Logo, não entendo que as provas juntadas aos autos pelo autor são suficientes para demonstrar o direito alegado.
(…)
Do exposto, JULGO IMPROCEDENTE o pedido inicial, nos termos do art. 487, I do CPC.
REVOGO a liminar deferida no evento 06.
Condeno o polo ativo ao pagamento de custas e honorários advocatícios, que fixo em 10% sobre o valor da causa, nos termos do art. 85 do CPC.”
Irresignado, o autor, devidamente representado por seu inventariante, LEANDRO EMERSON VIANA COUTO, defende a necessidade de reforma da sentença atacada, sob o fundamento de que, ao contrário do que aduziu o magistrado condutor do feito na origem, restaram suficientemente comprovados o enriquecimento ilícito do Réu, o empobrecimento ilícito do Autor e o nexo causal entre a conduta e o dano efetivamente suportado.
Ressalta que André Gustavo, filho do Sr. JOSÉ PEREIRA COUTO, a partir do ano 2000, passou a apropriar-se indevidamente de valores de propriedade de seu Pai, aproveitando-se e fazendo mal uso da confiança que lhe fora dispensada para a administração das finanças e despesas do lar.
Acrescenta que o enriquecimento ilícito de André incrementou-se a partir do ano de 2004, quando o Sr. José foi diagnosticado com patologia classificada como CID = G20 (Parkinson), o qual fora afastado de suas atividades por tempo indeterminado, conforme Relatório Médico anexado aos autos). Nesse mesmo ano o Autor da herança (Sr. José) e seu filho André Gustavo (réu) mudaram-se para uma chácara situada na Rua dos Ipês, SN, Qd. G Lt. 03, Sítios de Recreio Pindorama, Goiânia – GO.
Salienta que, em 2007, o requerido André Gustavo conduziu seu genitor – José Pereira Couto - ao Cartório de Notas da Cidade de Goiânia para que este lhe outorgasse procuração por instrumento público com amplos poderes para representá-lo junto às instituições bancárias, notadamente à PREVI e ao Banco do Brasil, dentre outros, momento em que o réu passou a desviar, de forma mais agressiva e intensa, numerário da conta do Autor para a sua conta bancária.

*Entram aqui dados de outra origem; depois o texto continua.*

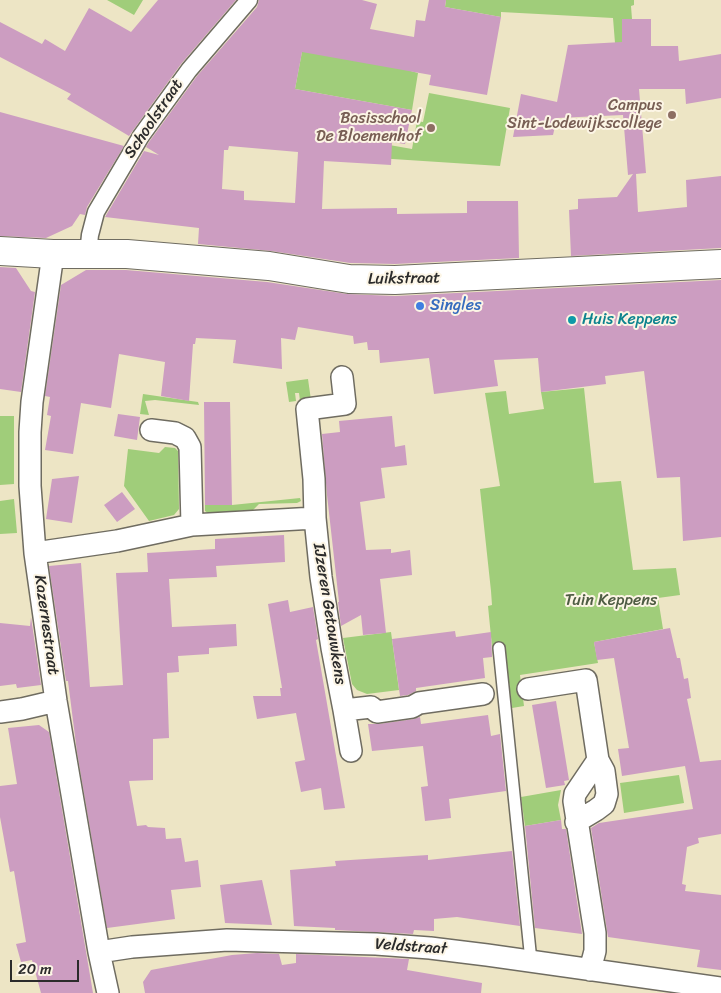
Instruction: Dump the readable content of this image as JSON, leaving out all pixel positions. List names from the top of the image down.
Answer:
{
  "streets": {
    "street": [
      "Schoolstraat",
      "Luikstraat",
      "IJzeren Getouwkens",
      "Kazernestraat",
      "Veldstraat"
    ]
  },
  "crossings": [
    ["Schoolstraat", "Luikstraat"],
    ["Luikstraat", "Kazernestraat"],
    ["Kazernestraat", "Veldstraat"]
  ],
  "parks": ["Tuin Keppens"],
  "places": [
    "Campus Sint-Lodewijkscollege",
    "Basisschool De Bloemenhof",
    "Singles",
    "Huis Keppens"
  ],
  "scale_bar": "20 m"
}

Informa que o primeiro requerido (André Gustavo Viana Couto) faleceu no dia 05/11/2020, na cidade de Goiânia, conforme certidão de óbito e demais documentos anexados aos autos, momento em que os outros filhos do Sr. José Pereira Couto (irmãos do requerido André) resolveram analisar a situação financeira do Pai (Sr. José), já que depois das primeiras declarações apresentadas ao inventário de André Gustavo pela viúva (segunda requerida), tanto o Autor, quanto os irmãos do falecido, impressionaram-se com a fantástica “evolução patrimonial” declarada por André à Receia Federal do Brasil e passaram a investigar as movimentações bancárias do pai (Sr. José, falecido), oportunidade em que se depararam com a triste verdade de que o Réu cometera ato ilícito ao desviar durante décadas, da conta corrente de seu genitor (acometido da doença de Parkinson), montante que ultrapassa o valor de R$ 1.270.000,00 (um milhão duzentos e setenta mil reais).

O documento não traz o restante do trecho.